Starting in about 1877, the cheaper and lighter paper shotgun shells began displacing shotgun shells made of brass — the material of choice for rifle and pistol shells of the time (and today).

Major ammunition manufacturers such as Federal Premium Ammunition have started making paper shotgun shells again.

The water-resistant, wax-impregnated paper shotgun shells remained the mainstay until the early 1960s when Remington introduced the plastic hulls that continue to dominate.

The paper shells used fiber wads and a cardboard or cork disc under the rolled crimp to help weatherproof the payload. Although not a priority at the time, the paper shells were friendlier to the environment and better yet exuded a lovely aromatic fragrance when the gun was cracked open.

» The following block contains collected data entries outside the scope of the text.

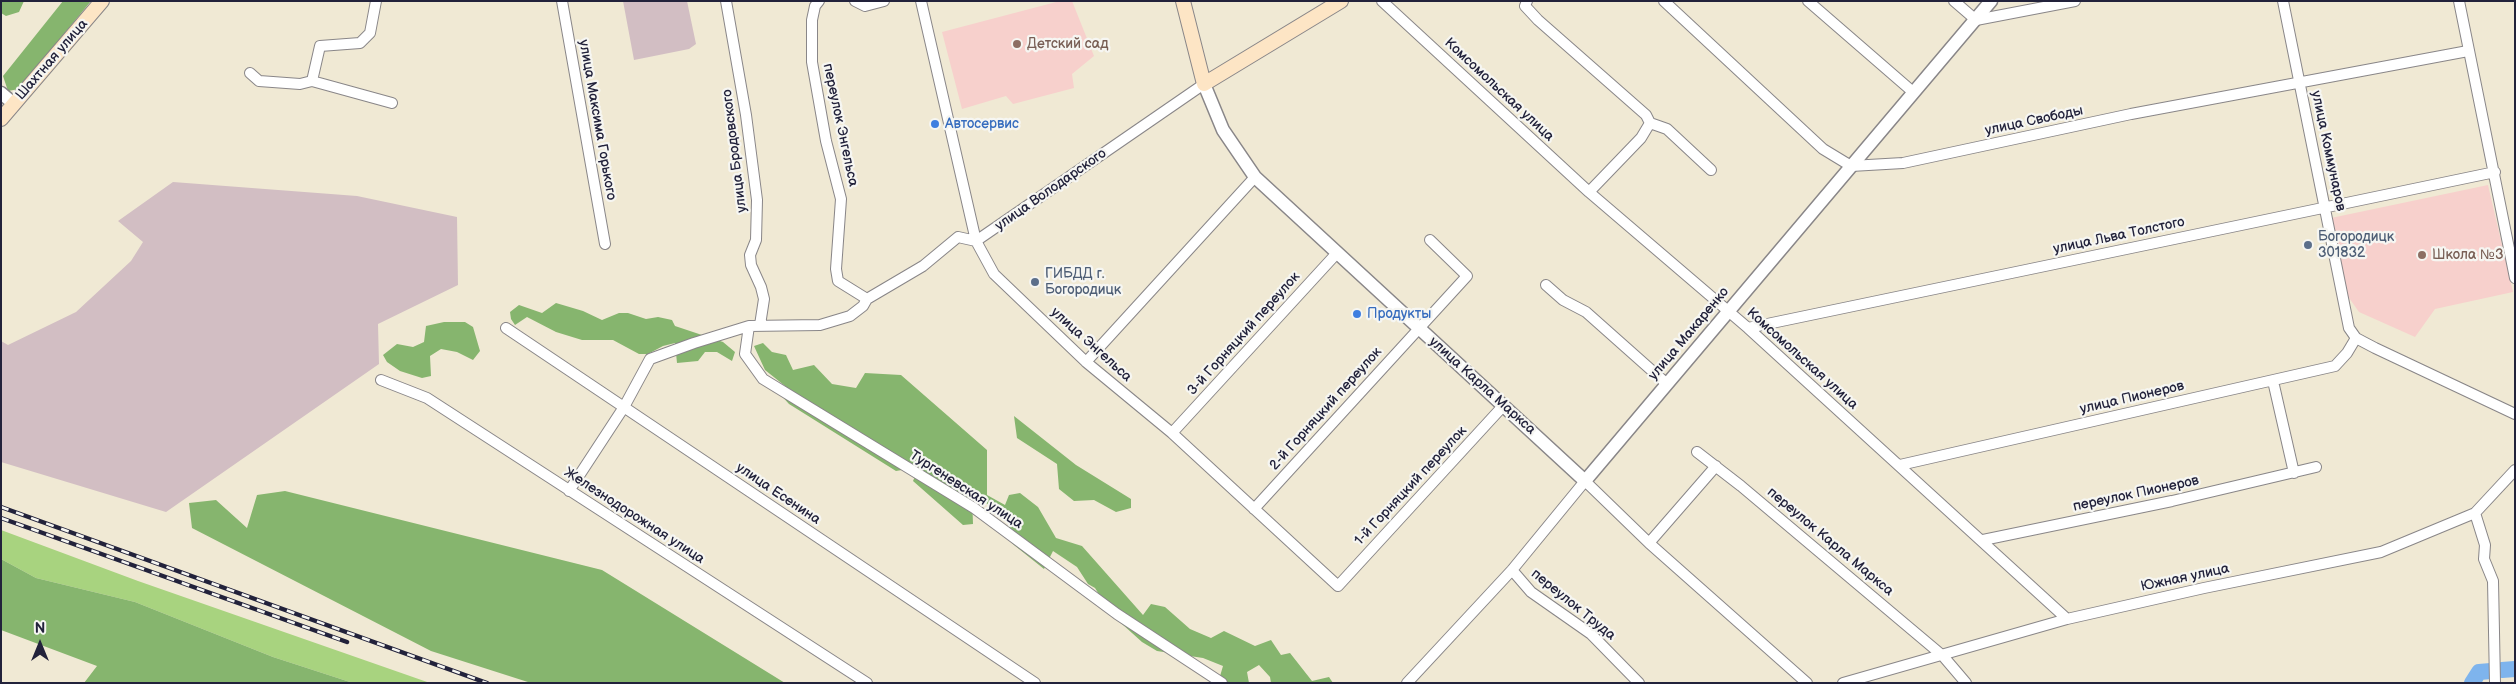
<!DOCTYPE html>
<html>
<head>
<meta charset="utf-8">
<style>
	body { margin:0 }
	#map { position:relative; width:2516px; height:684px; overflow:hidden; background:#f0e9d4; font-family:"Balsamiq Sans",sans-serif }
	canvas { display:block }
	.frame { position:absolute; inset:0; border:2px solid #22223b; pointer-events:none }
	.north { position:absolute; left:15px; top:619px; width:50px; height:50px; -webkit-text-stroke:4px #f6f6f2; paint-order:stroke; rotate:0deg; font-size:14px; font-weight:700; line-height:20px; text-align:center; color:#22223b }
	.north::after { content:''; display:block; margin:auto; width:18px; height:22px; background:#22223b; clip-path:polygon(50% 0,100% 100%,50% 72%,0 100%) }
</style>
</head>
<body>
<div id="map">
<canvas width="2516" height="684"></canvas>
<div class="frame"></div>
<div class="north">N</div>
</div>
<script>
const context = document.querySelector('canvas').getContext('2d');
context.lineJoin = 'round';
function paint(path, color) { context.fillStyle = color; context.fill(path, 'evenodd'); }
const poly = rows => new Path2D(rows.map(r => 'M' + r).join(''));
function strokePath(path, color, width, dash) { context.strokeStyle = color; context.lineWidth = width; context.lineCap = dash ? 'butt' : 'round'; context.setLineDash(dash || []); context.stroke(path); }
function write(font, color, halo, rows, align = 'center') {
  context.font = font + ' "Balsamiq Sans",sans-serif'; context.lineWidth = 4.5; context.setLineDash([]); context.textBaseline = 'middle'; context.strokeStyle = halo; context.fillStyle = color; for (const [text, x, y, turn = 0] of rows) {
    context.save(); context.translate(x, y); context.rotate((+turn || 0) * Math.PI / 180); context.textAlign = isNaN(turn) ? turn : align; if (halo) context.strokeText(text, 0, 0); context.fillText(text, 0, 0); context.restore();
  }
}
paint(poly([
	[1060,1,1072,1,1094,56,1072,74,1074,88,1013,104,1006,96,962,109,942,32],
	[2488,185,2513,292,2435,309,2415,337,2359,312,2347,295,2331,218]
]), '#f7d0cc');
paint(poly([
	[623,1,687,1,696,44,689,49,634,60],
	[173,182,357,196,457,217,458,285,378,324,379,364,166,512,1,462,1,341,8,345,76,312,131,261,143,242,118,221]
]), '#d2bec3');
paint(poly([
	[1,530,138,581,430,683,353,683,273,657,135,602,36,578,1,559]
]), '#a8d37f');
paint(poly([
	[1,1,24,1,19,12,6,16,1,13],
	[63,1,91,1,19,89,8,91,3,76],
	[556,303,583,311,602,320,619,313,628,313,646,319,658,317,672,320,675,326,723,342,735,352,732,361,717,352,705,352,698,361,677,363,675,343,663,346,648,354,639,354,613,340,582,340,556,332,527,317,515,325,511,319,510,312,519,305,542,313],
	[444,322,465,322,473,327,480,351,473,360,457,352,441,349,430,356,431,376,422,378,400,371,387,362,383,355,397,344,413,347,424,342,426,326],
	[763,343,772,352,786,355,793,370,814,365,832,384,856,388,865,373,901,375,987,450,987,495,1005,505,1009,495,1020,493,1038,507,1056,538,1082,546,1143,615,1151,604,1165,607,1190,629,1211,638,1224,631,1255,646,1271,640,1281,655,1290,653,1312,681,1329,677,1333,683,1271,683,1270,677,1259,665,1247,672,1249,683,1218,683,1223,666,1203,658,1157,651,1142,642,1112,615,1095,588,1088,584,1077,567,1053,551,1044,569,1014,545,1007,538,1010,517,972,495,973,524,963,525,913,481,919,467,896,471,789,404,779,393,785,386,765,370,754,346],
	[1014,416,1076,465,1131,499,1131,508,1116,512,1094,500,1074,501,1059,489,1057,464,1017,438],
	[285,491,602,570,785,683,531,683,431,651,192,528,189,503,216,500,247,528,257,495],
	[1,559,36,578,135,602,273,657,353,683,84,683,97,666,1,630]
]), '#86b56e');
strokePath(poly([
	[2502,670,2515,669],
	[2472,683,2479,672,2491,671]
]), '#7eb4ed', 16);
const minor = poly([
	[562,1,605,244],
	[726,1,746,115,757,200,756,240,750,255,751,265,761,287,764,299,760,325],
	[819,1,815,6,812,20,812,62,826,141,841,199,836,269,838,281,867,299],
	[855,1,865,6,884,1],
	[921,1,976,241,994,274,1086,362,1172,433,1338,586,1504,405],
	[1382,1,1589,192,1748,328,2067,619],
	[1527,1,1525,6,1538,20,1646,115,1650,123],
	[1664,1,1823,149,1851,166,1903,163,2131,114,2468,51],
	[1808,1,1913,92],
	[1954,1,1976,20,2075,1],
	[2283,1,2349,328,2356,338,2375,348,2515,414],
	[2459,1,2515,278],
	[250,73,259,81,300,84,312,81],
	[312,81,320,46,360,43,370,33,376,1],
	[312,81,392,103],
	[1650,123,1667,129,1711,170],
	[1589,192,1641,138,1650,123],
	[1546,285,1563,300,1586,312,1667,384],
	[749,326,745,354,763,379,974,508,1117,614,1222,683],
	[506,328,1035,683],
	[1748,328,2495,172],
	[1086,362,1255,177],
	[381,380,427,398,867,683],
	[2273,381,2294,473],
	[1172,433,1337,253],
	[1697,452,1741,486,1943,656,1966,683],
	[1900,465,2335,366,2347,353,2356,338],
	[569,491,624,407,650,359,694,343,749,326,820,325,850,316,863,306,867,299,923,266,958,237,976,241,1204,84],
	[1254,509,1467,276,1430,240],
	[2475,513,2485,545,2484,559,2493,581,2495,683],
	[1983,540,2172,501,2316,467],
	[1649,543,1716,466],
	[1512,570,1531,592,1591,634,1639,683],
	[1407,683,1512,570,1585,481,1649,543,1807,683],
	[1843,683,2067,619,2204,588,2381,552,2475,513,2515,470]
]);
const tertiary = poly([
	[1204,84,1223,130,1255,177,1585,481,1991,1],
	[1,93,14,104]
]);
const secondary = poly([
	[1183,1,1204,84,1341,1],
	[1,119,102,1]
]);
strokePath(minor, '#898688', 12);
strokePath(tertiary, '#898688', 15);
strokePath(secondary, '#898688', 16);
strokePath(minor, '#fff', 10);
strokePath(tertiary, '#fff', 12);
strokePath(secondary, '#fde5c5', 14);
const rail = poly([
	[1,507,487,683],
	[1,518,347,642]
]);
strokePath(rail, '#22223b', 4.5);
strokePath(rail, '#f6f6f2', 2.5, [8]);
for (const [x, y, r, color] of [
	[1017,44,5,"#8d6e63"],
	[935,124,5,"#3f7fe0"],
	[2308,245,5,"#5c6f8a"],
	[2422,255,5,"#8d6e63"],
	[1035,282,5,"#5c6f8a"],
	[1357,314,5,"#3f7fe0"]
]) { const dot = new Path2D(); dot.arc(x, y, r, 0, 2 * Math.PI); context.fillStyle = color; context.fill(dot); strokePath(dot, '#f6f6f2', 2); }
write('14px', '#785e54', '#f6f6f2', [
	["Детский сад",1027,44],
	["Школа №3",2432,255]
], 'left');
write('14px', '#22223b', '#f6f6f2', [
	["Шахтная улица",52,60,-49],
	["Комсомольская улица",1499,90,43],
	["улица Максима Горького",597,120,80],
	["улица Свободы",2034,121,-12],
	["переулок Энгельса",840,125,78],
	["улица Бродовского",735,151,-97],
	["улица Коммунаров",2328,151,78],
	["улица Володарского",1051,190,-35],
	["улица Льва Толстого",2119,236,-12],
	["3-й Горняцкий переулок",1244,334,-48],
	["улица Макаренко",1689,334,-50],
	["улица Энгельса",1091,345,42],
	["Комсомольская улица",1802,359,42],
	["улица Карла Маркса",1482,386,42],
	["улица Пионеров",2132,398,-13],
	["2-й Горняцкий переулок",1326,409,-48],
	["1-й Горняцкий переулок",1411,486,-47],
	["Тургеневская улица",966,490,33],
	["улица Есенина",778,494,34],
	["переулок Пионеров",2136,494,-12],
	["Железнодорожная улица",634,516,33],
	["переулок Карла Маркса",1830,542,40],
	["Южная улица",2185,578,-12],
	["переулок Труда",1573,605,39]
]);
write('14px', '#366cbe', '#f6f6f2', [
	["Автосервис",945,124],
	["Продукты",1367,314]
], 'left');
write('14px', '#4e5e75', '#f6f6f2', [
	["Богородицк",2318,237],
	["301832",2318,253],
	["ГИБДД г.",1045,274],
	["Богородицк",1045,290]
], 'left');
</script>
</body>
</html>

Ammunition giant Rio is among the latest companies to introduce paper shotgun shells. Don’t be confused by the box. Even though it says target loads, these paper shells can also be used for upland wingshooting.

The new interest in paper shotgun shells is largely driven by nostalgia, but in the field these shells can perform as well as most plastic shells. Some people argue that the paper actually patterns the shot stream better than plastic.

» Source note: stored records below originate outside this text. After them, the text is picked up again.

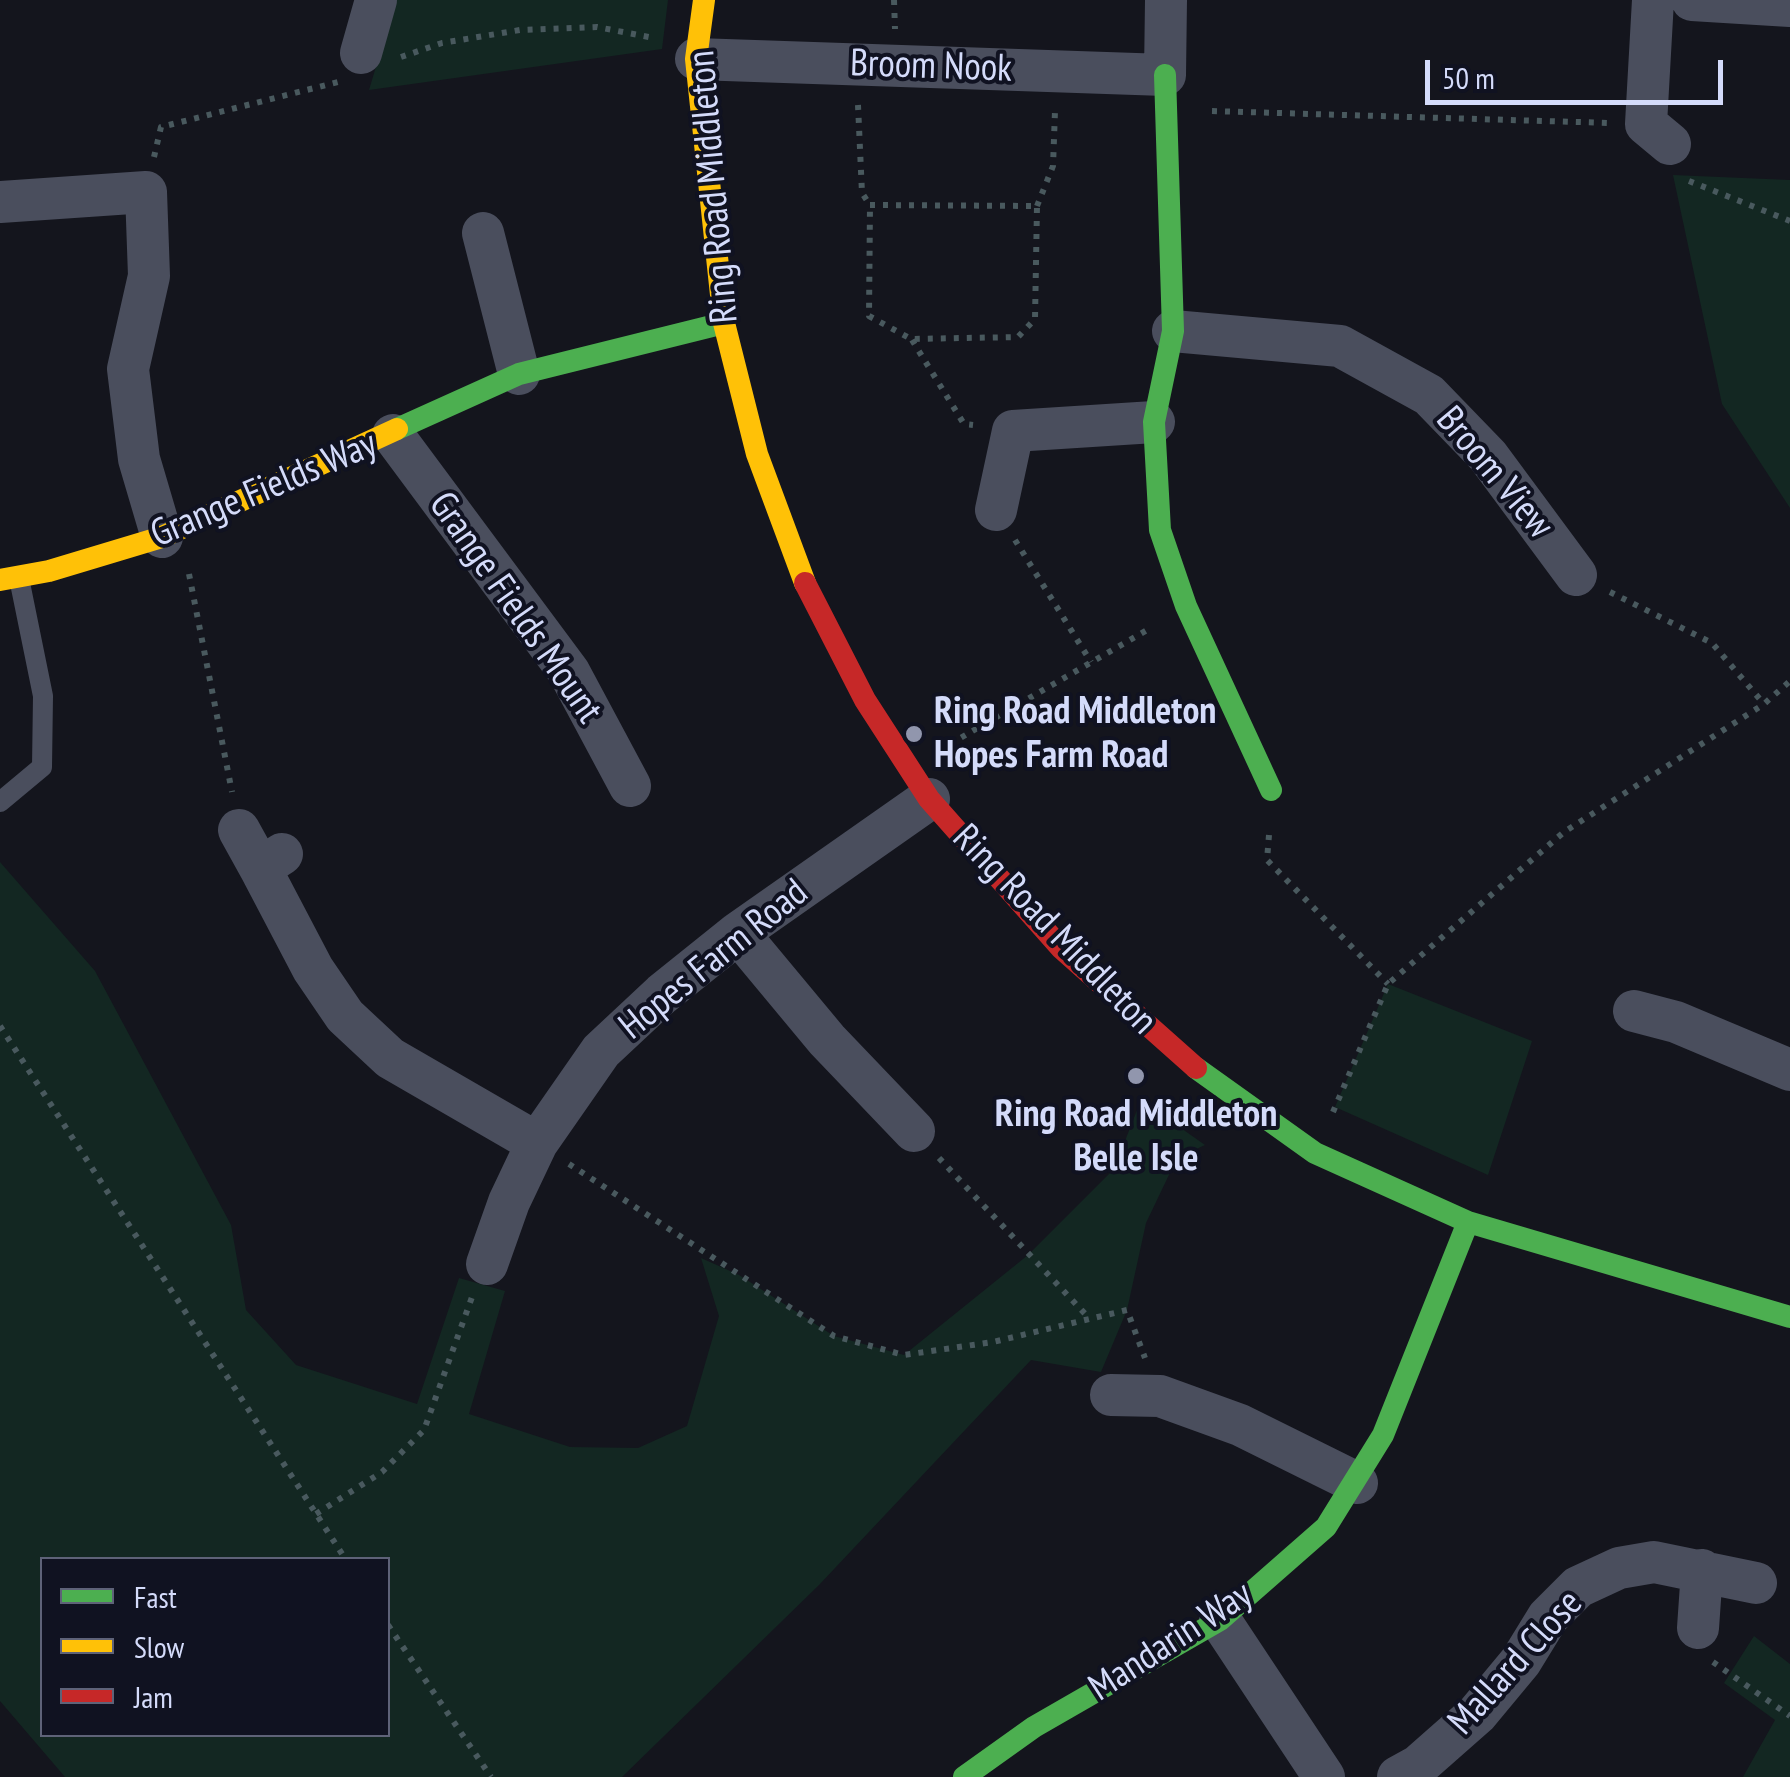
<!DOCTYPE html>
<html>
<head>
<meta charset="utf-8">
<style>
  body { margin:0 }
  #map { position:relative; width:1790px; height:1777px; overflow:hidden; background:#14151d; font-family:"PT Sans Narrow",sans-serif }
  canvas { display:block }
  .legend { position:absolute; left:40px; top:1557px; width:350px; height:180px; box-sizing:border-box; background:#101221; border:2px solid #5e6278; margin:0; padding:12px 18px; list-style:none; font-size:30px; color:#d4dbfa }
  .legend li { display:flex; align-items:center; gap:20px; height:50px }
  .legend b { width:50px; border:2px solid #5e6278 }
  .scale { position:absolute; left:1425px; top:60px; width:298px; height:45px; box-sizing:border-box; border:5px solid #d4dbfa; border-top:0; padding-left:12px; font-size:30px; line-height:35px; white-space:nowrap; color:#d4dbfa; -webkit-text-stroke:8px #101221; paint-order:stroke }
</style>
</head>
<body>
<div id="map">
<canvas width="1790" height="1777"></canvas>
<ul class="legend">
<li><b style="height:12px;background:#4caf50"></b>Fast</li>
<li><b style="height:12px;background:#ffc107"></b>Slow</li>
<li><b style="height:12px;background:#c62828"></b>Jam</li>
</ul>
<div class="scale">50 m</div>
</div>
<script>
const ctx = document.querySelector('canvas').getContext('2d');
ctx.lineJoin = 'round';
function paint(path, color) { ctx.fillStyle = color; ctx.fill(path, 'evenodd'); }
const shape = rows => new Path2D(rows.map(r => 'M' + r).join(''));
function stroke(path, color, width, dash) { ctx.strokeStyle = color; ctx.lineWidth = width; ctx.lineCap = dash ? 'butt' : 'round'; ctx.setLineDash(dash || []); ctx.stroke(path); }
function write(font, color, halo, rows, align = 'center') {
  ctx.font = font + ' "PT Sans Narrow",sans-serif'; ctx.lineWidth = 8; ctx.setLineDash([]); ctx.textBaseline = 'middle'; ctx.strokeStyle = halo; ctx.fillStyle = color; for (const [text, x, y, turn = 0] of rows) {
    ctx.save(); ctx.translate(x, y); ctx.rotate((+turn || 0) * Math.PI / 180); ctx.textAlign = isNaN(turn) ? turn : align; if (halo) ctx.strokeText(text, 0, 0); ctx.fillText(text, 0, 0); ctx.restore();
  }
}
paint(shape([
  [396,0,668,0,662,49,369,90],
  [1673,175,1790,180,1790,508,1722,404],
  [0,862,95,971,231,1225,246,1310,296,1365,417,1404,459,1278,505,1291,469,1414,570,1447,638,1448,687,1426,719,1316,701,1258,739,1275,834,1336,904,1355,1028,1255,1114,1169,1141,1100,1205,1145,1177,1158,1146,1223,1127,1310,1101,1372,1031,1360,819,1585,622,1777,65,1777,0,1701],
  [42,1560,388,1560,388,1734,42,1734],
  [1388,984,1532,1041,1488,1175,1335,1107],
  [1754,1636,1790,1664,1790,1777,1743,1777,1775,1720,1724,1683]
]), '#132722');
stroke(shape([
  [894,0,895,29],
  [401,57,442,43,520,30,597,27,654,38],
  [858,105,862,193,870,205],
  [1212,111,1610,123],
  [154,157,161,127,338,82],
  [1689,181,1790,221],
  [870,205,1037,206,1035,319,1018,337,911,339,869,316,870,205],
  [1037,206,1053,166,1055,111],
  [912,340,964,424,973,425],
  [1015,540,1091,662],
  [189,574,232,792],
  [1610,592,1712,643,1764,704],
  [950,744,1147,630],
  [1269,835,1267,860,1388,984],
  [0,1026,346,1560],
  [1333,1112,1388,984,1564,832,1764,704,1790,681],
  [939,1158,1088,1317],
  [569,1164,834,1336,904,1355,993,1342,1127,1310,1145,1358],
  [316,1514,382,1472,424,1430,472,1297],
  [388,1625,491,1777],
  [1713,1662,1790,1716]
]), '#49595e', 6, [5, 8]);
stroke(shape([
  [0,802,42,767,43,696,19,578]
]), '#4a4e5d', 20);
stroke(shape([
  [1653,0,1646,124,1670,144],
  [1692,0,1790,6],
  [361,53,376,0],
  [696,59,1165,75,1166,0],
  [0,202,146,192,149,276,128,369,139,459,162,537],
  [483,233,519,374],
  [1173,331,1340,346,1429,395,1488,456,1576,575],
  [393,435,569,672,630,786],
  [996,510,1013,431,1154,422],
  [239,830,260,868,282,854],
  [260,868,313,969,345,1016,390,1058,537,1143],
  [738,933,827,1040,914,1131],
  [1634,1011,1676,1022,1790,1070],
  [487,1264,509,1202,537,1143,601,1051,662,994,738,933,929,799],
  [1111,1395,1160,1396,1240,1425,1357,1483],
  [1220,1620,1324,1777],
  [1698,1628,1702,1570],
  [1398,1777,1418,1766,1477,1714,1521,1661,1548,1617,1578,1587,1619,1568,1654,1562,1756,1583]
]), '#4a4e5d', 42);
stroke(shape([
  [1165,75,1173,331,1154,422,1160,530,1186,606,1271,790],
  [397,429,519,374,724,323],
  [1196,1068,1315,1153,1468,1222,1790,1317],
  [964,1777,1034,1727,1220,1620,1326,1527,1383,1435,1468,1222]
]), '#4caf50', 22);
stroke(shape([
  [704,0,696,59,724,323,757,454,805,583],
  [0,580,49,571,162,537,397,429]
]), '#ffc107', 22);
stroke(shape([
  [805,583,865,700,929,799,1061,948,1196,1068]
]), '#c62828', 22);
for (const [x, y, r, color] of [
  [914,734,10,"#9196ad"],
  [1136,1076,10,"#9196ad"]
]) { const dot = new Path2D(); dot.arc(x, y, r, 0, 2 * Math.PI); ctx.fillStyle = color; ctx.fill(dot); stroke(dot, '#101221', 4); }
write('38px', '#d4dbfa', '#101221', [
  ["Broom Nook",931,67,2],
  ["Ring Road Middleton",714,187,-95],
  ["Broom View",1494,473,50],
  ["Grange Fields Way",264,490,-23],
  ["Grange Fields Mount",515,608,55],
  ["Ring Road Middleton",1054,930,46],
  ["Hopes Farm Road",714,960,-39],
  ["Mandarin Way",1171,1642,-33],
  ["Mallard Close",1516,1663,-48]
]);
write('bold 38px', '#d4dbfa', '#101221', [
  ["Ring Road Middleton",934,712],
  ["Hopes Farm Road",934,756],
  ["Ring Road Middleton",1136,1115,"center"],
  ["Belle Isle",1136,1159,"center"]
], 'left');
</script>
</body>
</html>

Paper shotgun shells are pretty easy to buy, mostly online. They can cost two-to-three times more than the standard plastic shells stocked in big-box retailers. There’s also an active online market for vintage paper shotgun shells although its caveat emptor since humidity and rodents can damage poorly stored ammo.

Paper shotgun shells are available in most popular gauges. You can also find empty paper shotgun shell hulls if you opt to reload your own. It’s probably not wise to shoot paper shells in your semi-automatic shotgun, though, since they make be more likely to jam the gun’s action.

Vintage paper shotgun shells like these Winchesters from 1900 were packed in lovely decorative boxes that have given rise to a collectors market for the boxes and the shells.

If you’re interested in paper shells perhaps the best way to get started is by ordering a box or two online to see how they shoot. Load them into your shotgun and try patterning them against a paper or steel target for a comparison against plastic. After taking several shots check the inside of your barrels and receiver, since they may be dirtier than plastic.

Of course, the full nostalgic experience of paper shotgun shells is best enjoyed with a vintage side-by-side on upland birds. And even if that kind of shotgun is not always available to you, at least may score some style points with your shooting buddies hunting game birds over dogs.